Without changing a single word, set down all of the records.

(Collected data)
· · · · · · ·

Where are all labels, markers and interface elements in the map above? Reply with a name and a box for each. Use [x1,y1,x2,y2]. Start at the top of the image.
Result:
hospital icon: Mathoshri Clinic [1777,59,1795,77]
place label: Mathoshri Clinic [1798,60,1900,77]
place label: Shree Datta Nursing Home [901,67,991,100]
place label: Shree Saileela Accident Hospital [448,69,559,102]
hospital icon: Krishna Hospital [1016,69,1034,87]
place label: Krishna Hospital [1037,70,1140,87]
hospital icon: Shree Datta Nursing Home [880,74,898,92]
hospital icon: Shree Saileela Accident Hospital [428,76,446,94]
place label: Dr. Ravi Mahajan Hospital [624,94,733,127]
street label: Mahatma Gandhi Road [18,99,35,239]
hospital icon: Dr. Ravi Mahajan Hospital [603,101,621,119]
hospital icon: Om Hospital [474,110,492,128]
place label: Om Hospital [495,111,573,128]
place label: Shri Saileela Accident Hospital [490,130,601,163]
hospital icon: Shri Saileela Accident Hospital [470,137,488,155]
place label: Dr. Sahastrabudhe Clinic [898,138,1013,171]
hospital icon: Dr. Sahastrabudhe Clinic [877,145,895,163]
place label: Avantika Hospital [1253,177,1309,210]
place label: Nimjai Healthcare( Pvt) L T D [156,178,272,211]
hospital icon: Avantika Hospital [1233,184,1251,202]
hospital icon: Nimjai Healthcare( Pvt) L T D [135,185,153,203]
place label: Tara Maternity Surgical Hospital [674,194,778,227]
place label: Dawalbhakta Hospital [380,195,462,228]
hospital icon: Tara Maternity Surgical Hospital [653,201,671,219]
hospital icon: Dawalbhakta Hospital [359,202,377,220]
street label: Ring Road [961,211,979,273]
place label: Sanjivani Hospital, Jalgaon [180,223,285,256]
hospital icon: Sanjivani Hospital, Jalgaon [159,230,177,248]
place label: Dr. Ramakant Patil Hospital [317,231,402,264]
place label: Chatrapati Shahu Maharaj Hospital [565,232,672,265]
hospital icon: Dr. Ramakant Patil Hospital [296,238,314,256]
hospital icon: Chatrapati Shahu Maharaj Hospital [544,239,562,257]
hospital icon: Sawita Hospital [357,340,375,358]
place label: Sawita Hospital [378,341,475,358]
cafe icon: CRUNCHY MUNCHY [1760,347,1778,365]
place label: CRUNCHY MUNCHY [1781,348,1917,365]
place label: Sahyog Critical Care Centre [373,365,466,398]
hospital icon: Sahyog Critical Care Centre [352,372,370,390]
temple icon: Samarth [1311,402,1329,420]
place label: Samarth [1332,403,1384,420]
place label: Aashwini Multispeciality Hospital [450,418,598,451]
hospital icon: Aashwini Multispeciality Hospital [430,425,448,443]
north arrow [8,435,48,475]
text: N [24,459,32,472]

· · · · · · ·

ANSWER SPACE
Where are all labels, markers and interface elements in the map above? Reply with a name and a box for each. Use [x1,y1,x2,y2]. Start at the top of the image.
Result:
hospital icon: Mathoshri Clinic [1777,59,1795,77]
place label: Mathoshri Clinic [1798,60,1900,77]
place label: Shree Datta Nursing Home [901,67,991,100]
place label: Shree Saileela Accident Hospital [448,69,559,102]
hospital icon: Krishna Hospital [1016,69,1034,87]
place label: Krishna Hospital [1037,70,1140,87]
hospital icon: Shree Datta Nursing Home [880,74,898,92]
hospital icon: Shree Saileela Accident Hospital [428,76,446,94]
place label: Dr. Ravi Mahajan Hospital [624,94,733,127]
street label: Mahatma Gandhi Road [18,99,35,239]
hospital icon: Dr. Ravi Mahajan Hospital [603,101,621,119]
hospital icon: Om Hospital [474,110,492,128]
place label: Om Hospital [495,111,573,128]
place label: Shri Saileela Accident Hospital [490,130,601,163]
hospital icon: Shri Saileela Accident Hospital [470,137,488,155]
place label: Dr. Sahastrabudhe Clinic [898,138,1013,171]
hospital icon: Dr. Sahastrabudhe Clinic [877,145,895,163]
place label: Avantika Hospital [1253,177,1309,210]
place label: Nimjai Healthcare( Pvt) L T D [156,178,272,211]
hospital icon: Avantika Hospital [1233,184,1251,202]
hospital icon: Nimjai Healthcare( Pvt) L T D [135,185,153,203]
place label: Tara Maternity Surgical Hospital [674,194,778,227]
place label: Dawalbhakta Hospital [380,195,462,228]
hospital icon: Tara Maternity Surgical Hospital [653,201,671,219]
hospital icon: Dawalbhakta Hospital [359,202,377,220]
street label: Ring Road [961,211,979,273]
place label: Sanjivani Hospital, Jalgaon [180,223,285,256]
hospital icon: Sanjivani Hospital, Jalgaon [159,230,177,248]
place label: Dr. Ramakant Patil Hospital [317,231,402,264]
place label: Chatrapati Shahu Maharaj Hospital [565,232,672,265]
hospital icon: Dr. Ramakant Patil Hospital [296,238,314,256]
hospital icon: Chatrapati Shahu Maharaj Hospital [544,239,562,257]
hospital icon: Sawita Hospital [357,340,375,358]
place label: Sawita Hospital [378,341,475,358]
cafe icon: CRUNCHY MUNCHY [1760,347,1778,365]
place label: CRUNCHY MUNCHY [1781,348,1917,365]
place label: Sahyog Critical Care Centre [373,365,466,398]
hospital icon: Sahyog Critical Care Centre [352,372,370,390]
temple icon: Samarth [1311,402,1329,420]
place label: Samarth [1332,403,1384,420]
place label: Aashwini Multispeciality Hospital [450,418,598,451]
hospital icon: Aashwini Multispeciality Hospital [430,425,448,443]
north arrow [8,435,48,475]
text: N [24,459,32,472]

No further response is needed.